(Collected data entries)
═══

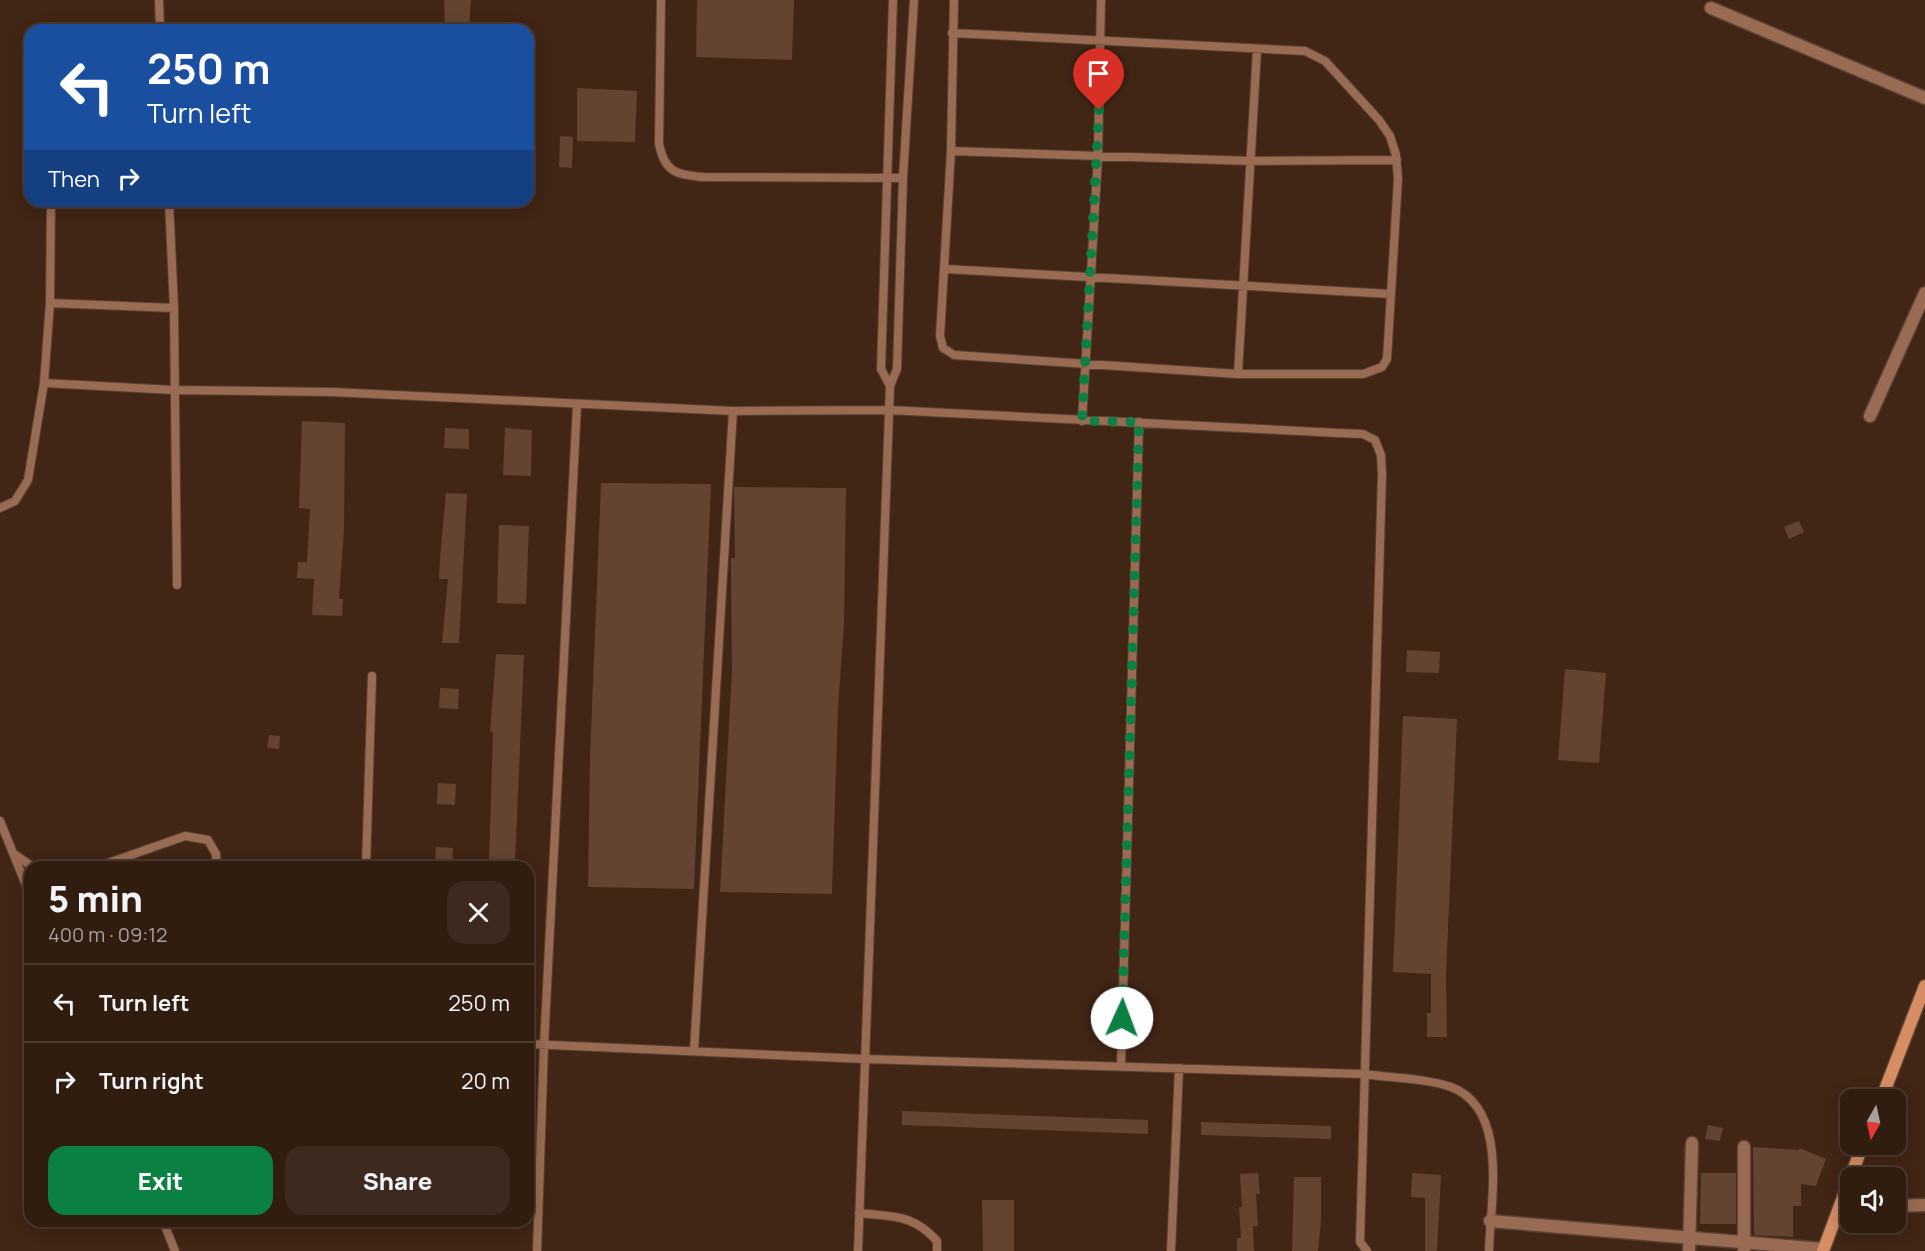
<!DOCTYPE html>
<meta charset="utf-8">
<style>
body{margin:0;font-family:Manrope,sans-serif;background:#3d291e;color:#f1f3f6;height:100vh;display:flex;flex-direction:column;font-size:22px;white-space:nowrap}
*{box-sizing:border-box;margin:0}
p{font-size:20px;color:#a8a19f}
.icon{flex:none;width:33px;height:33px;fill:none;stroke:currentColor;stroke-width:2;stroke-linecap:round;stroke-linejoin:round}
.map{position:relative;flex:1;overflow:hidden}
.side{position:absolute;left:24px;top:861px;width:510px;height:366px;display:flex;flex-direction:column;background:#311c10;border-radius:18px;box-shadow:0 3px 15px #0003,0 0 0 2px #4c3a30}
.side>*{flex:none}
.hud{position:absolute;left:24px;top:24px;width:510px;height:183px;border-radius:18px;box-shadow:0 3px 15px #0003,0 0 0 2px #4c3a30;background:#1a4fa0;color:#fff;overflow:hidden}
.needle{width:39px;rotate:189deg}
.controls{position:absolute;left:1840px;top:1089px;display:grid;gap:12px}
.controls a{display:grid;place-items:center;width:66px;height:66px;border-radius:12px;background:#311c10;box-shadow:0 3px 15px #0003,0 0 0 2px #4c3a30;font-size:30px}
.pin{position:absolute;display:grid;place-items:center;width:51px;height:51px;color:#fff;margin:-62px -26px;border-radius:50% 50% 50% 0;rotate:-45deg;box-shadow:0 0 6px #0007}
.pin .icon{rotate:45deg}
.me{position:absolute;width:66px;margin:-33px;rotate:2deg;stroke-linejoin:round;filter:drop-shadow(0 0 4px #0008)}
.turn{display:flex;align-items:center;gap:21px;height:126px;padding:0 24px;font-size:27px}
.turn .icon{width:78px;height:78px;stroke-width:2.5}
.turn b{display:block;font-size:42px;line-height:51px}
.then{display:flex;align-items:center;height:57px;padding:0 24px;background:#0003;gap:12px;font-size:22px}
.round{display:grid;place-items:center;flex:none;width:63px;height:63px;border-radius:18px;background:#3d291e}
.head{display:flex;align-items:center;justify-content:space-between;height:102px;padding:0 24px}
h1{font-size:36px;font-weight:800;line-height:45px}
.action{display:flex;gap:12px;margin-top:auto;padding:12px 24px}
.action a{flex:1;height:69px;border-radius:18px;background:#0b8043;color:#fff;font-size:24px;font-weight:800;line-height:69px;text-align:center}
.action a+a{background:#3d291e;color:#f1f3f6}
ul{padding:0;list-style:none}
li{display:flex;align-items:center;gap:18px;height:78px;padding:0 24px;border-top:2px solid #4c3a30}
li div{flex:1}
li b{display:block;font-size:22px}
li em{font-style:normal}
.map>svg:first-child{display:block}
.building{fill:#634433}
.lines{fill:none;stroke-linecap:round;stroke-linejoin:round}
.lane-casing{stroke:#5b4132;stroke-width:10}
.street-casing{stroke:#5b4132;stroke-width:15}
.secondary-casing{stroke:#5b4132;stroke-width:15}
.lane{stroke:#996b52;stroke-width:8}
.street{stroke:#996b52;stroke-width:12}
.secondary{stroke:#d68d64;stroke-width:12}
.route{stroke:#0b8043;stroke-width:10;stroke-dasharray:0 18}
</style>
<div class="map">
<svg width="1925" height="1251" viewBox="0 0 1925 1251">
<rect width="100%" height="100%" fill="#412515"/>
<path class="building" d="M444,0h27l-2,30h-24z
M697,0h97l-2,60 -96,-3z
M577,88l60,3 -2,51 -58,-1z
M560,136l13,1 -1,31 -13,-1z
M302,421l43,2 -1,107 -5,69h4l-1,17 -30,-1 2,-36 -17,-1 1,-16h9l3,-53 -11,-1z
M445,428l24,1v20l-25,-1z
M505,428l27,2 -1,46 -28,-1z
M601,483l110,1 -17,405 -106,-2 2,-130z
M734,487l112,1 -2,135 -6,85 -6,186 -112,-2 12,-223 -1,-84v-27h4z
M446,493l21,1 -8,149h-17l6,-64h-9l1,-21z
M1799,521l5,11 -15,7 -5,-12z
M499,525l30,1 -3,78 -29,-1z
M1407,650l33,2 -1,21 -33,-1z
M496,654l28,1 -9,208 -26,-1 4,-130h-3z
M1565,669l41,4 -7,90 -41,-3z
M440,688l19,1 -1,20 -19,-1z
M1403,716l54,3 -11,256 1,62h-20v-24h4v-39l-38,-2z
M269,735l11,1 -1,13 -12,-1z
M438,783l18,1 -1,21 -18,-1z
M436,847l17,1 -1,19h-17z
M902,1111l246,9v14l-246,-9z
M1201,1122l130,4v13l-130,-4z
M1708,1125l15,3 -3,13 -15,-2z
M1753,1147l46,3 1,-2 26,11 -10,27 -15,-2v22h-8v31l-39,-2z
M1258,1173l2,21h-4l2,32h-5l1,25h-17v-13h4l-2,-31h3l-2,-33z
M1412,1173l29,2 -4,76h-12v-53l-14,-1z
M1701,1173h35v51h-36z
M1294,1177h27v43l-3,31h-26z
M982,1200h32v51h-31z"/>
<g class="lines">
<g class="lane-casing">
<path id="lane" d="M159,0l1,30
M661,0l-2,144c6,29 17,30 44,33l200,1
M952,33l353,18 20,10 54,59 11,16 6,19 2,24 -11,180 -5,8 -19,7h-125l-284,-19 -11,-7 -3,-12 11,-185 3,-151
M951,151l300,10 146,-1
M169,201l5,107 3,277
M945,269l446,25
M50,303l124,5
M1238,374l19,-324
M44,383l129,7 159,2 401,19 156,-1 449,23 25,1 12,6 6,15 1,19 -22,768 7,9
M890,386l-9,-17 12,-369
M1082,421l16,-264 3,-157
M0,508l15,-7 13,-21 16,-97 6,-80 1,-102
M0,821l30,74
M14,854l19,13
M97,867l88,-31 23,4 8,14 1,13
M366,867l6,-191
M528,1044l337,15 499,15c28,4 60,4 87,13 59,22 39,116 38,164
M694,1051l39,-640
M1121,1066l18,-644
M859,1213c34,4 54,1 78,28v10
M163,1221l12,30
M537,1251l7,-206 33,-640
M858,1251l32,-865 7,-17 6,-191 11,-178
M1171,1251l8,-183"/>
</g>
<g class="street-casing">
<path id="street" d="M1711,8l214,90
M1870,416l55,-123
M1896,1206l29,-1
M1490,1221l333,28
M1689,1251l3,-108
M1744,1251v-104"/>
</g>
<g class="secondary-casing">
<path id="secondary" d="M1881,1100l44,-114
M1823,1251l40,-107"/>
</g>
<use href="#lane" class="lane"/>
<use href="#street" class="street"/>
<use href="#secondary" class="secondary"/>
</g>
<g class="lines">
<path class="route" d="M1099,110l-17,311 57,1 -17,596"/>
</g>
</svg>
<div class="controls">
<a><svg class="needle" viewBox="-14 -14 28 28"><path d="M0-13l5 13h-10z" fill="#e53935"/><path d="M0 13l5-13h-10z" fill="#a8a19f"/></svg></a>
<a><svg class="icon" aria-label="sound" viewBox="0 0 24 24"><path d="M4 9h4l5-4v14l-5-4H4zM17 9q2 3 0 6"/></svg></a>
</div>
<div class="pin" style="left:1099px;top:110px;background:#d93025"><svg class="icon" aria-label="arrive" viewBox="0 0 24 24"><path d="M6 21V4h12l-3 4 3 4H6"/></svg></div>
<svg class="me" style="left:1122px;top:1018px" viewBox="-20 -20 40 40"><circle r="19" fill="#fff"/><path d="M0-13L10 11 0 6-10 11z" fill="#0b8043"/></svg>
<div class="hud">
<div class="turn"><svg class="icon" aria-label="left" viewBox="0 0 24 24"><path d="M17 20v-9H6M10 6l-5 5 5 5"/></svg><div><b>250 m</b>Turn left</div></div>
<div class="then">Then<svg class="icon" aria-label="right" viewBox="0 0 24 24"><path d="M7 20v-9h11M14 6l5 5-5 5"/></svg></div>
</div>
<section class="side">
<div class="head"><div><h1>5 min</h1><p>400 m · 09:12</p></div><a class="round"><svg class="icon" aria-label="close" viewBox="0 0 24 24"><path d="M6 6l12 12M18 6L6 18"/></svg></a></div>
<ul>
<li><svg class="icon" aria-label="left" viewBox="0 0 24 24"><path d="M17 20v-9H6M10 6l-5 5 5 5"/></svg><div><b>Turn left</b></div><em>250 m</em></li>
<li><svg class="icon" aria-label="right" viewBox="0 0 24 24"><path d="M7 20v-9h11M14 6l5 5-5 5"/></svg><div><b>Turn right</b></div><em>20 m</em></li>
</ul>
<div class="action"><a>Exit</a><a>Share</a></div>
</section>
</div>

═══

**Exercise brief:** In the entries above, find each line that includes the string "linejoin" and copy it.

**Solution for this exercise:**
.icon{flex:none;width:33px;height:33px;fill:none;stroke:currentColor;stroke-width:2;stroke-linecap:round;stroke-linejoin:round}
.me{position:absolute;width:66px;margin:-33px;rotate:2deg;stroke-linejoin:round;filter:drop-shadow(0 0 4px #0008)}
.lines{fill:none;stroke-linecap:round;stroke-linejoin:round}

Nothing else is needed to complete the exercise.